## YOUR OBJECTIVE
Leave the images aside and repeat the whole listing exactly.

=== DATA FOR THIS TASK ===

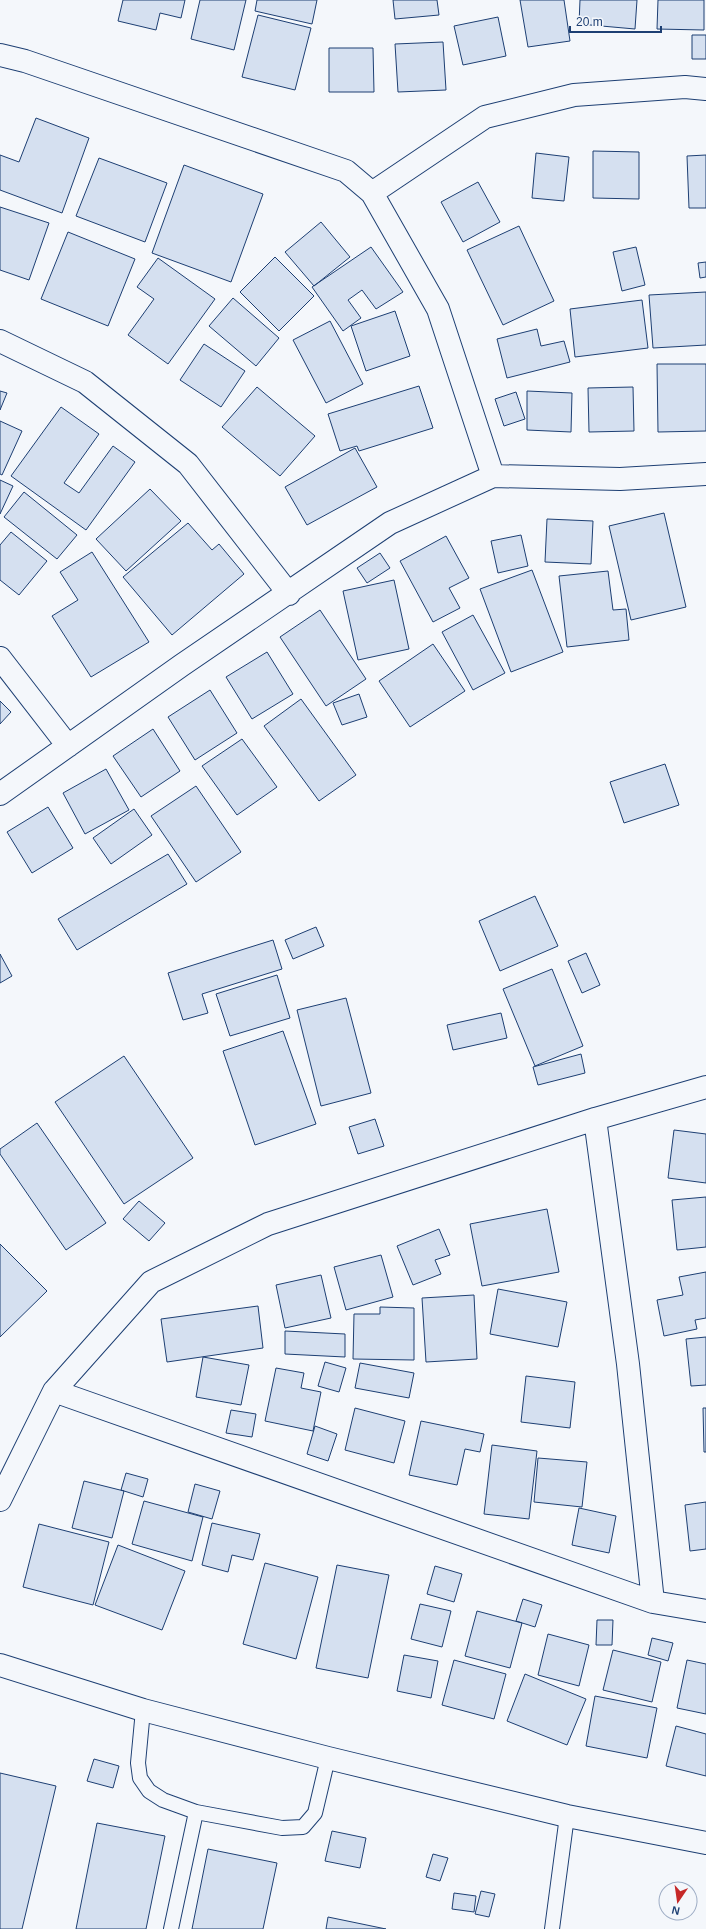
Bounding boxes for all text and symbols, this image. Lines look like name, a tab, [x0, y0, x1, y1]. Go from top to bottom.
scale bar	[570, 8, 661, 34]
text: 20 m	[576, 15, 603, 29]
north arrow	[658, 1881, 698, 1921]
text: N	[670, 1904, 681, 1917]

===

## OUTPUT OF THE EXERCISE
Bounding boxes for all text and symbols, this image. Lines look like name, a tab, [x0, y0, x1, y1]. Go from top to bottom.
scale bar	[570, 8, 661, 34]
text: 20 m	[576, 15, 603, 29]
north arrow	[658, 1881, 698, 1921]
text: N	[670, 1904, 681, 1917]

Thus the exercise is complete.